We performed a series of sensitivity analyses. First, we repeated analyses for chemotherapy receipt after excluding women older than 70 years (n = 30) and radiation receipt after excluding women older than 70 years with stage I ER-positive or progesterone receptor (PR)–positive cancers (n = 32) because of variable (yet often appropriate) practice for these subgroups. In addition, because HER2 status strongly influences recommendations for chemotherapy, we repeated the chemotherapy model after excluding those with unknown HER2 status according to the registry (n = 95, 23% of cases) to more accurately ascertain HER2 correctness (given that those reporting “I don’t know” but who had unknown HER2 status by the CCR were categorized as having correct HER2 in primary models). Last, we repeated all treatment models after excluding those with unknown ER status (3%), HER2 status (23%), or grade (5%) according to the CCR. All patients had stage recorded in the CCR.


The overall characteristics for each treatment-eligible cohort are shown in Table 1, and the characteristics of treatment-eligible patients by receipt of each adjuvant therapy are shown in Table 2. Approximately 44% of the overall sample was white, 31% were black, and 25% were Hispanic. Most (88%) patients had stage I or II disease, and more than half of the patients were younger than 60 years (Table 1). Among 183 chemotherapy-eligible patients, 81% (n = 149) received chemotherapy. Among 255 radiation-eligible patients and 318 hormonal therapy–eligible patients, 91% (n = 233) and 83% (n = 263) received treatment, respectively. In general, higher stage and younger age were significantly associated with hormonal therapy and chemotherapy receipt. Although we observed some numerical differences for treatment receipt by race/ethnicity, these were not statistically significant.

Table 2.
Unadjusted Percentage and Adjusted OR for Receipt of Each Treatment Within Each Treatment-Eligible Group

Table 1 displays the proportion of patients answering each characteristic correctly within each cohort. Overall, the characteristic most frequently reported as correct was ER (58%). Less than 10% of patients answered all tumor questions correctly.

Knowledge and Receipt of Treatment

Unadjusted results for answering questions correctly by receipt of each adjuvant treatment within each group are shown in Figure 1. Correct stage was associated with chemotherapy, correct ER status was associated with hormonal therapy, and correct HER2 status was associated with chemotherapy and hormonal therapy (all P < .05). Correct grade was not associated with treatment receipt.

FIG 1.
Unadjusted proportion (y-axis) receiving each adjuvant treatment within each group by correctly reporting each tumor characteristic. P values by χ2 testing. Blue bars represent receipt of each treatment by women who answered correctly for each ...

Adjusted Results for Receipt of Adjuvant Treatment

In the base models (not including correctly reporting variables; Table 2), adjusted results revealed no significant racial/ethnic differences in adjuvant treatment receipt. The odds for receipt of chemotherapy differed by age and stage, with older (v younger) women having lower odds and those with higher-stage disease having higher odds of chemotherapy. Those with stage II (v I) disease had higher odds for hormonal therapy. In addition, having one comorbid condition (v 0) and reporting a history of depression/emotional/psychiatric problem were associated with higher odds of chemotherapy.

In analyses where correctly reporting treatment variables were added (separately) to base models (Table 2), correctly reporting stage was associated with higher odds of chemotherapy and radiation. Correctly reporting HER2 status was associated with chemotherapy, and correctly reporting ER was associated with higher odds of hormonal therapy. In models assessing the total number of characteristics correctly reported, having more characteristics correct was associated with higher odds of chemotherapy and hormonal therapy. Overall, including knowledge variables did not significantly affect results for other variables in the base model.

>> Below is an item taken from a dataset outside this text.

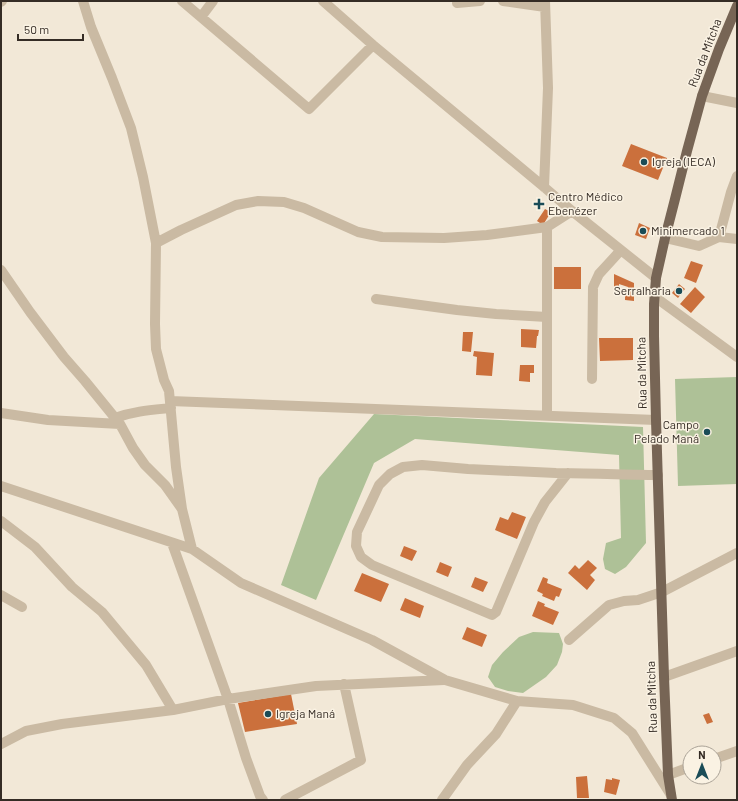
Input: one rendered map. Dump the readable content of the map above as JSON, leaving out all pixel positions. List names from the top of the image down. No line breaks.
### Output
{"streets":{"main road":["Rua da Mitcha"]},"places":{"other":["Igreja (IECA)","Minimercado 1","Serralharia","Campo Pelado Maná","Igreja Maná"],"health":["Centro Médico Ebenézer"]},"scale_bar":"50 m","north":"top"}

In sensitivity analyses, results for chemotherapy receipt after excluding patients older than 70 years were similar, although having more answers correct was no longer significant. Results for the models examining radiation receipt after excluding patients older than 70 years with stage I, hormone receptor–positive tumors were similar. Last, results were also similar after excluding patients whose HER2 status was unknown according to the CCR or whose results for ER, HER2, or grade were unknown in the CCR (data not shown).

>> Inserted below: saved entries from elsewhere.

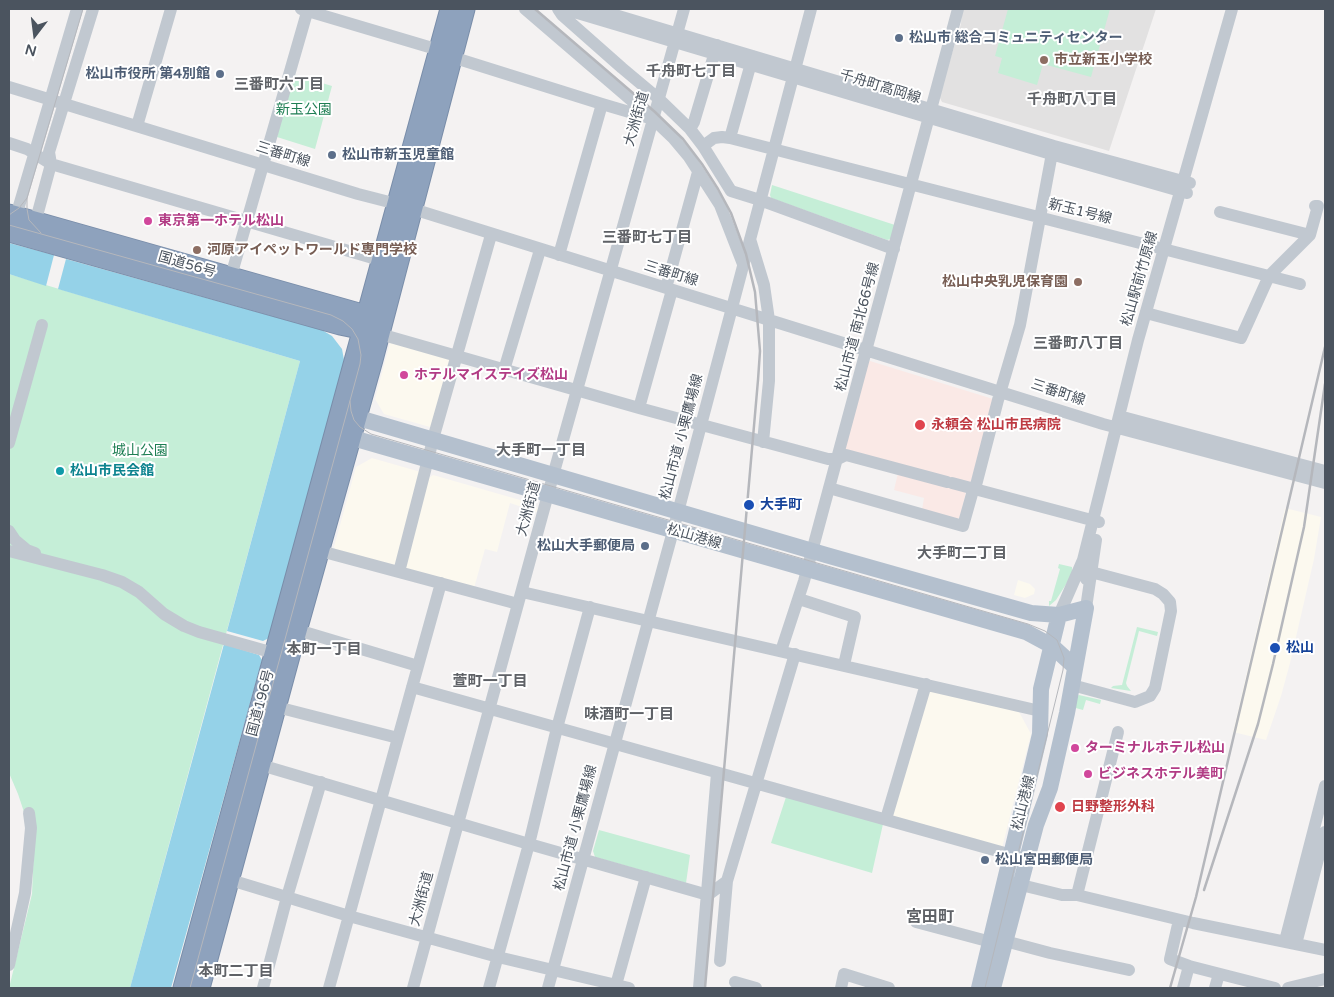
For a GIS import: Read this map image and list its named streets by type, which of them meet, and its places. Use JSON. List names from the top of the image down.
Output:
{
  "streets": {
    "highway": ["国道56号", "国道196号"],
    "main road": ["松山港線"],
    "street": [
      "千舟町高岡線",
      "大洲街道",
      "三番町線",
      "新玉1号線",
      "松山駅前竹原線",
      "松山市道 南北66号線",
      "松山市道 小栗鷹場線"
    ]
  },
  "crossings": [
    ["千舟町高岡線", "大洲街道"],
    ["千舟町高岡線", "松山駅前竹原線"],
    ["千舟町高岡線", "松山市道 南北66号線"],
    ["千舟町高岡線", "松山市道 小栗鷹場線"],
    ["大洲街道", "三番町線"],
    ["大洲街道", "松山港線"],
    ["三番町線", "松山駅前竹原線"],
    ["三番町線", "松山市道 南北66号線"],
    ["三番町線", "松山市道 小栗鷹場線"],
    ["新玉1号線", "松山駅前竹原線"],
    ["新玉1号線", "松山市道 南北66号線"],
    ["新玉1号線", "松山市道 小栗鷹場線"],
    ["国道56号", "国道196号"],
    ["松山駅前竹原線", "松山港線"],
    ["松山市道 南北66号線", "松山港線"],
    ["松山市道 小栗鷹場線", "松山港線"],
    ["松山港線", "国道196号"]
  ],
  "districts": [
    "千舟町七丁目",
    "三番町六丁目",
    "千舟町八丁目",
    "三番町七丁目",
    "三番町八丁目",
    "大手町一丁目",
    "大手町二丁目",
    "本町一丁目",
    "萱町一丁目",
    "味酒町一丁目",
    "宮田町",
    "本町二丁目"
  ],
  "parks": ["新玉公園", "城山公園"],
  "places": [
    "松山市 総合コミュニティセンター",
    "市立新玉小学校",
    "松山市役所 第4別館",
    "松山市新玉児童館",
    "東京第一ホテル松山",
    "河原アイペットワールド専門学校",
    "松山中央乳児保育園",
    "ホテルマイステイズ松山",
    "永頼会 松山市民病院",
    "松山市民会館",
    "大手町",
    "松山大手郵便局",
    "松山",
    "ターミナルホテル松山",
    "ビジネスホテル美町",
    "日野整形外科",
    "松山宮田郵便局"
  ],
  "north": "bottom"
}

In this population-based sample of patients with breast cancer with relatively poor knowledge about their own breast cancers, we observed strong associations for correctly reporting breast cancer subtype (ER, HER2) with receipt of guideline-recommended hormonal therapy and chemotherapy, and reporting correct stage was associated with receipt of recommended radiation. Correctly reporting tumor grade was not significantly associated with treatment.

These findings provide initial support for our hypothesis that knowledge of one’s tumor characteristics may help assure that patients initiate and continue adjuvant therapies, although further work will be required to fully understand the direction of these associations. However, it is plausible that patients who understand the mechanism of treatments that target HER2 and ER may be more likely to understand the importance of long courses of trastuzumab or endocrine therapy. In addition, the association of knowledge about one’s stage but not other tumor characteristics with radiation was not unexpected, because most recommendations for radiation are still made on the basis of anatomic stage rather than tumor subtype.20 The lack of association for grade and treatment was also not surprising; providers may not emphasize grade during treatment discussions as much as they may highlight subtype and stage.

Although our observations are provocative and consistent with other work describing associations for understanding general treatment rationales and benefits of therapy with receipt of care,5,6,8,28,29 broader interpretation of our results is limited by a lack of detailed information on treatment discussions, information on trastuzumab, patient preferences, and if/how information was conveyed to patients. In addition to the potential importance of individualized tumor information, others have suggested that the ways recurrence and survival risks are presented may also impact receipt of chemotherapy.11-13 Our findings support the need for further study of how knowledge about one’s own disease specifically affects care and outcomes, with inclusion of factors such as information/learning preferences, detailed assessment of health literacy, social supports and whether they were present during discussions, and understanding other potential barriers to care. Certainly, improving knowledge about one’s tumor characteristics is a modifiable factor that could be addressed in intervention studies.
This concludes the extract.